With Trump, democracy in danger as smugness abounds
My Facebook feed is a rolling brook of book-lover memes, indie rock videos and links to liberal media, but occasionally the stream eddies around a post from a conservative friend. Yes, I have a few.
One such post distracted me recently, as it was from Vox. “The smug style in American liberalism,” the headline blared. In a long essay studded with links, Deputy First Person Editor Emmett Rensin acknowledged riffing on Richard Hofstadter’s 1964 Harper’s essay, “The Paranoid Style in American Politics,” which, Rensin says, “drips with disdain for rubes who regard themselves as victimized by economics and history.”

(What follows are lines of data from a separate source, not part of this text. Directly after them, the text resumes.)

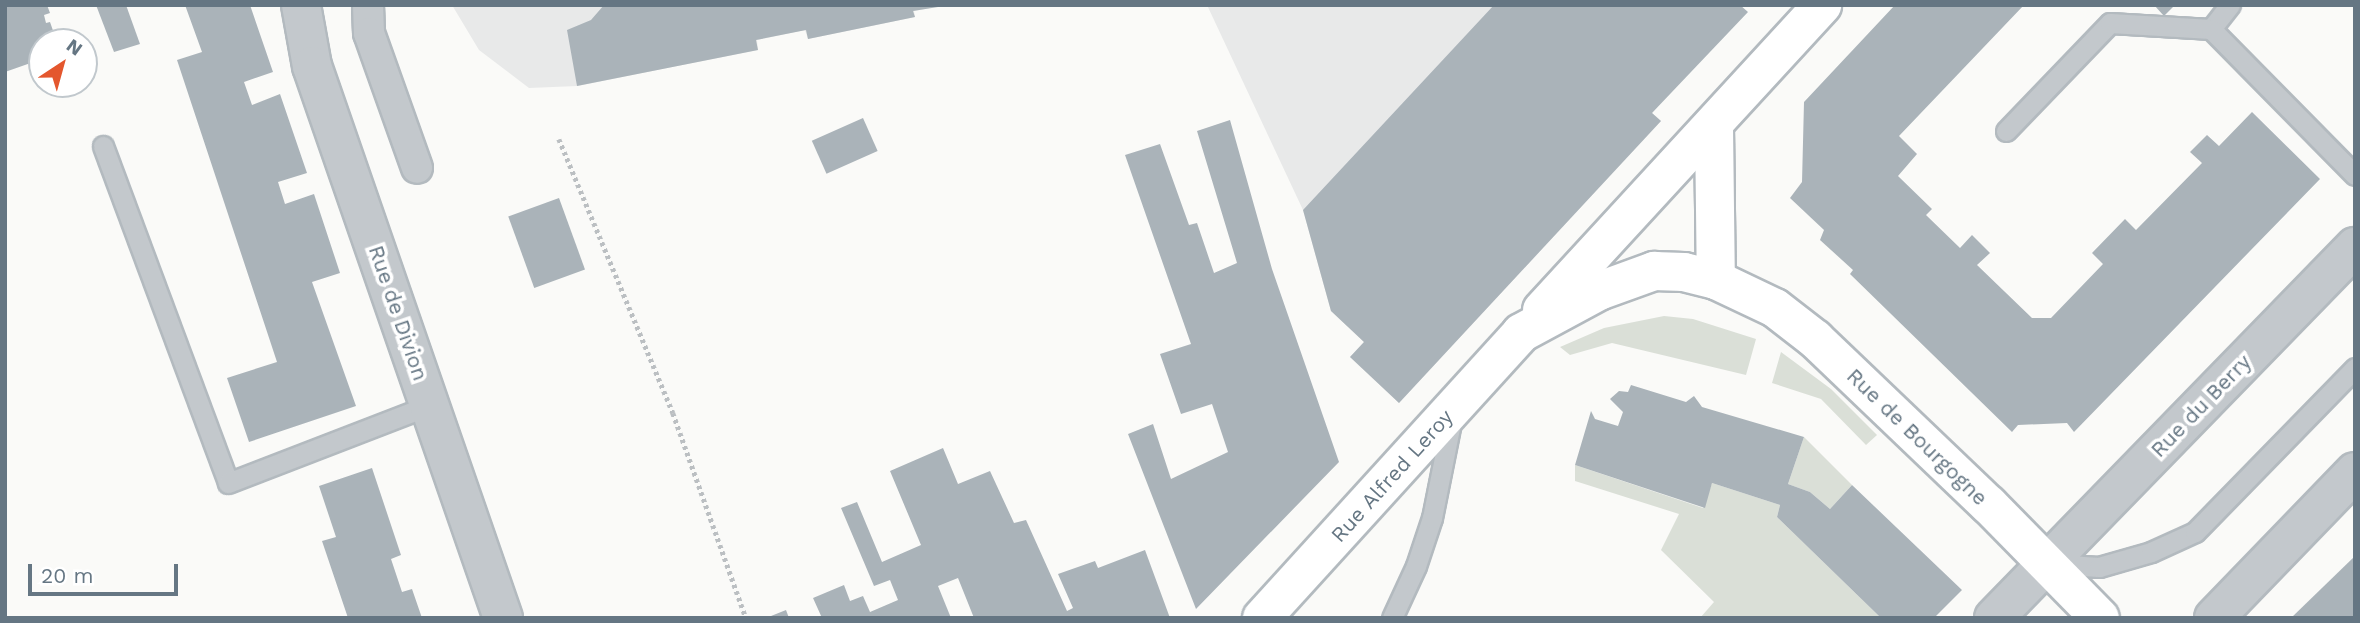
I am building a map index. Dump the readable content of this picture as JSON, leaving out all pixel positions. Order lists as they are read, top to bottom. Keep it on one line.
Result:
{"streets":{"main road":["Rue de Bourgogne","Rue Alfred Leroy"],"street":["Rue de Divion","Rue du Berry"]},"crossings":[["Rue du Berry","Rue de Bourgogne"],["Rue de Bourgogne","Rue Alfred Leroy"]],"scale_bar":"20 m","north":"top right"}
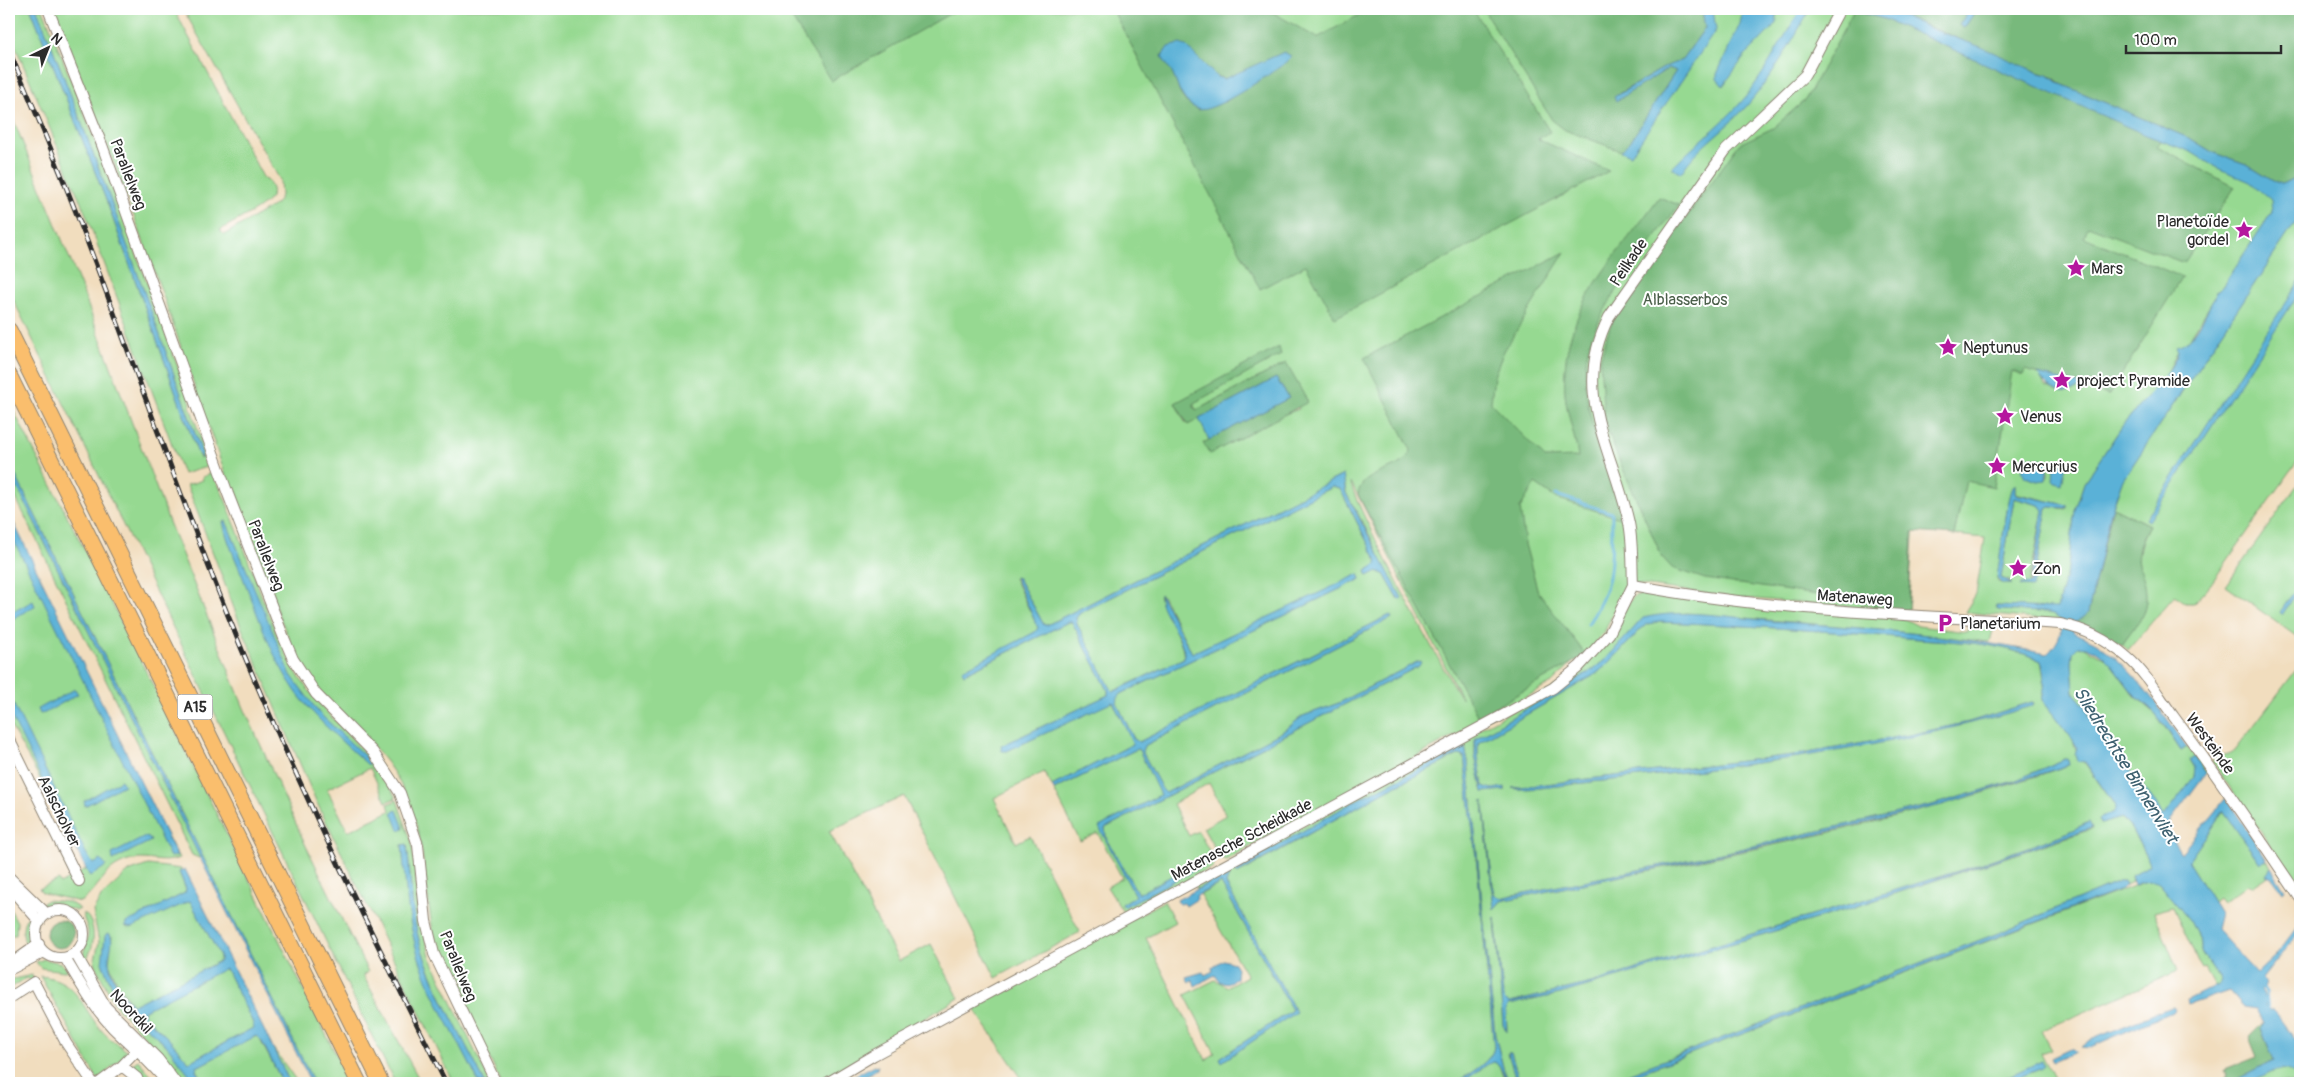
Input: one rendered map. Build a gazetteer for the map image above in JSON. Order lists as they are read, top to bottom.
{
  "streets": {
    "highway": ["A15"],
    "street": [
      "Parallelweg",
      "Peilkade",
      "Matenaweg",
      "Westeinde",
      "Aalscholver",
      "Matenasche Scheidkade",
      "Noordkil"
    ]
  },
  "crossings": [
    ["Peilkade", "Matenaweg"],
    ["Peilkade", "Matenasche Scheidkade"],
    ["Matenaweg", "Westeinde"],
    ["Matenaweg", "Matenasche Scheidkade"]
  ],
  "water": ["Sliedrechtse Binnenvliet"],
  "parks": ["Alblasserbos"],
  "places": {
    "place": [
      "Planetoïde gordel",
      "Mars",
      "Neptunus",
      "project Pyramide",
      "Venus",
      "Mercurius",
      "Zon"
    ],
    "parking": ["Planetarium"]
  },
  "scale_bar": "100 m",
  "north": "top right"
}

Hofstadter’s target was “the Goldwater movement,” which he saw rooted in Sen. Joseph McCarthy, the Populist Party and mid-19th-century anti-Catholic bigotry. Rensin’s targets are those who find themselves facing the descendants of Goldwater supporters and who shrug them off as dolts.
He cites examples ranging from liberals’ dismissal of former President George W. Bush – who might have cleverly cultivated disdain, Rensin suggests – to Thomas Frank asking in his 2004 book, “What’s the Matter with Kansas?” He says progressives congratulate one another for fact-y “knowing” and alienate the working class they once championed. And the payback? “The wages of smug is Trump.”
Ah, so it’s my fault.
I am tempted to counter, as many have already pointed out, that “establishment” conservatives are being paid in Trump for long cultivating the votes of disaffected white workers without doing them much good. That over the last 20 years, a boisterous right-wing media machine has supplanted traditional gatekeeper media, supplying a different kind of “knowing” in the form of context-free facts and outright falsehoods. Thus Trump. And thus a defensive smugness has settled over some quarters of the right. In the National Review in March, Kevin Williamson disputed that the “white middle class” has taken up for Trump because everyone has neglected them. “Nobody did this to them,” Williamson asserted. “They failed themselves.”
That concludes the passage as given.